— MATERIAL SHOWN —
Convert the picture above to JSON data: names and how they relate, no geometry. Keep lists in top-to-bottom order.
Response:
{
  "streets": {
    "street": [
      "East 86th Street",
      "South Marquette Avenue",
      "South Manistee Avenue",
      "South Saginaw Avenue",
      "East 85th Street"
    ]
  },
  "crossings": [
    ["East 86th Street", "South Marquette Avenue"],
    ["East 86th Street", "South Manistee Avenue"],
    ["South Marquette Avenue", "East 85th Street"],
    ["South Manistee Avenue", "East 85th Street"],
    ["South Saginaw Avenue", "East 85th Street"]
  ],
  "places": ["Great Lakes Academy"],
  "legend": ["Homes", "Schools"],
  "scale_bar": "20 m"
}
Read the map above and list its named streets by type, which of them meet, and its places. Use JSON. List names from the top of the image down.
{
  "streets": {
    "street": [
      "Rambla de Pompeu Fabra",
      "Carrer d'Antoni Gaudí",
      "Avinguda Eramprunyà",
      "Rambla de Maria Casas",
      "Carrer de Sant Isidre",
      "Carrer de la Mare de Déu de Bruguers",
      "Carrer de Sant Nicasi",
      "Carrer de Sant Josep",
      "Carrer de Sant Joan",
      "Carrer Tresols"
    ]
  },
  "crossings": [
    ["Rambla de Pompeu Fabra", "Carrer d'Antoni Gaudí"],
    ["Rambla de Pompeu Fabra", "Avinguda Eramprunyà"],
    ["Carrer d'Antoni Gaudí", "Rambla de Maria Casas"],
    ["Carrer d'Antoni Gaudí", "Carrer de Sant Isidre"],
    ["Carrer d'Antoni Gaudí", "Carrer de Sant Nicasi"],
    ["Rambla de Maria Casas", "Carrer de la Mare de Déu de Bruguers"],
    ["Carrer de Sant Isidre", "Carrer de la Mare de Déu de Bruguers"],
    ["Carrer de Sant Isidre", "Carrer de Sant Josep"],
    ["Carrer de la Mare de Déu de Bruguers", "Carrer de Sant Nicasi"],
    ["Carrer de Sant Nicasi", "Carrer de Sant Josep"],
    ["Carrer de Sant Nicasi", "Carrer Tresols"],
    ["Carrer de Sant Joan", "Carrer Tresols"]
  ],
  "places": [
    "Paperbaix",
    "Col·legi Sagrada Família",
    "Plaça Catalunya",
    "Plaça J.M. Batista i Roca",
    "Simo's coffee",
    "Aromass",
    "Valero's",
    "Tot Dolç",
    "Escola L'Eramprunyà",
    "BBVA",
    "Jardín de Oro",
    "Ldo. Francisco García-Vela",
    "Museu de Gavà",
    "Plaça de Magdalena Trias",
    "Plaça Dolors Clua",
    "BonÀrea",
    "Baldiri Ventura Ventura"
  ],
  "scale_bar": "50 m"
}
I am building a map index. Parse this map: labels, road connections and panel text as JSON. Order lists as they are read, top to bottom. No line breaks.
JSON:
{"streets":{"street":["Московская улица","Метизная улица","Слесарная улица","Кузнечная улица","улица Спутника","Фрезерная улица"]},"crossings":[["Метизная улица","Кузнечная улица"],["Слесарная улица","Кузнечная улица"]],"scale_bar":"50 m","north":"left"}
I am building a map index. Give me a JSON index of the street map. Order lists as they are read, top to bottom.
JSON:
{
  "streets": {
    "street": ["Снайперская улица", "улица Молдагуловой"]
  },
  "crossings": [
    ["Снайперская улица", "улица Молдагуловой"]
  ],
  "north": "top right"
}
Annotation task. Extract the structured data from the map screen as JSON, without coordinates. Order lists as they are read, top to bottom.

— TASK DIRECTIONS —
Output the entries exactly. Leave nothing out.

— RESULT OF THIS TASK —
Convert the picture above to JSON data: names and how they relate, no geometry. Keep lists in top-to-bottom order.
Response:
{
  "streets": {
    "street": [
      "East 86th Street",
      "South Marquette Avenue",
      "South Manistee Avenue",
      "South Saginaw Avenue",
      "East 85th Street"
    ]
  },
  "crossings": [
    ["East 86th Street", "South Marquette Avenue"],
    ["East 86th Street", "South Manistee Avenue"],
    ["South Marquette Avenue", "East 85th Street"],
    ["South Manistee Avenue", "East 85th Street"],
    ["South Saginaw Avenue", "East 85th Street"]
  ],
  "places": ["Great Lakes Academy"],
  "legend": ["Homes", "Schools"],
  "scale_bar": "20 m"
}
Read the map above and list its named streets by type, which of them meet, and its places. Use JSON. List names from the top of the image down.
{
  "streets": {
    "street": [
      "Rambla de Pompeu Fabra",
      "Carrer d'Antoni Gaudí",
      "Avinguda Eramprunyà",
      "Rambla de Maria Casas",
      "Carrer de Sant Isidre",
      "Carrer de la Mare de Déu de Bruguers",
      "Carrer de Sant Nicasi",
      "Carrer de Sant Josep",
      "Carrer de Sant Joan",
      "Carrer Tresols"
    ]
  },
  "crossings": [
    ["Rambla de Pompeu Fabra", "Carrer d'Antoni Gaudí"],
    ["Rambla de Pompeu Fabra", "Avinguda Eramprunyà"],
    ["Carrer d'Antoni Gaudí", "Rambla de Maria Casas"],
    ["Carrer d'Antoni Gaudí", "Carrer de Sant Isidre"],
    ["Carrer d'Antoni Gaudí", "Carrer de Sant Nicasi"],
    ["Rambla de Maria Casas", "Carrer de la Mare de Déu de Bruguers"],
    ["Carrer de Sant Isidre", "Carrer de la Mare de Déu de Bruguers"],
    ["Carrer de Sant Isidre", "Carrer de Sant Josep"],
    ["Carrer de la Mare de Déu de Bruguers", "Carrer de Sant Nicasi"],
    ["Carrer de Sant Nicasi", "Carrer de Sant Josep"],
    ["Carrer de Sant Nicasi", "Carrer Tresols"],
    ["Carrer de Sant Joan", "Carrer Tresols"]
  ],
  "places": [
    "Paperbaix",
    "Col·legi Sagrada Família",
    "Plaça Catalunya",
    "Plaça J.M. Batista i Roca",
    "Simo's coffee",
    "Aromass",
    "Valero's",
    "Tot Dolç",
    "Escola L'Eramprunyà",
    "BBVA",
    "Jardín de Oro",
    "Ldo. Francisco García-Vela",
    "Museu de Gavà",
    "Plaça de Magdalena Trias",
    "Plaça Dolors Clua",
    "BonÀrea",
    "Baldiri Ventura Ventura"
  ],
  "scale_bar": "50 m"
}
I am building a map index. Parse this map: labels, road connections and panel text as JSON. Order lists as they are read, top to bottom. No line breaks.
JSON:
{"streets":{"street":["Московская улица","Метизная улица","Слесарная улица","Кузнечная улица","улица Спутника","Фрезерная улица"]},"crossings":[["Метизная улица","Кузнечная улица"],["Слесарная улица","Кузнечная улица"]],"scale_bar":"50 m","north":"left"}
I am building a map index. Give me a JSON index of the street map. Order lists as they are read, top to bottom.
JSON:
{
  "streets": {
    "street": ["Снайперская улица", "улица Молдагуловой"]
  },
  "crossings": [
    ["Снайперская улица", "улица Молдагуловой"]
  ],
  "north": "top right"
}
Annotation task. Extract the structured data from the map screen as JSON, without coordinates. Order lists as they are read, top to bottom.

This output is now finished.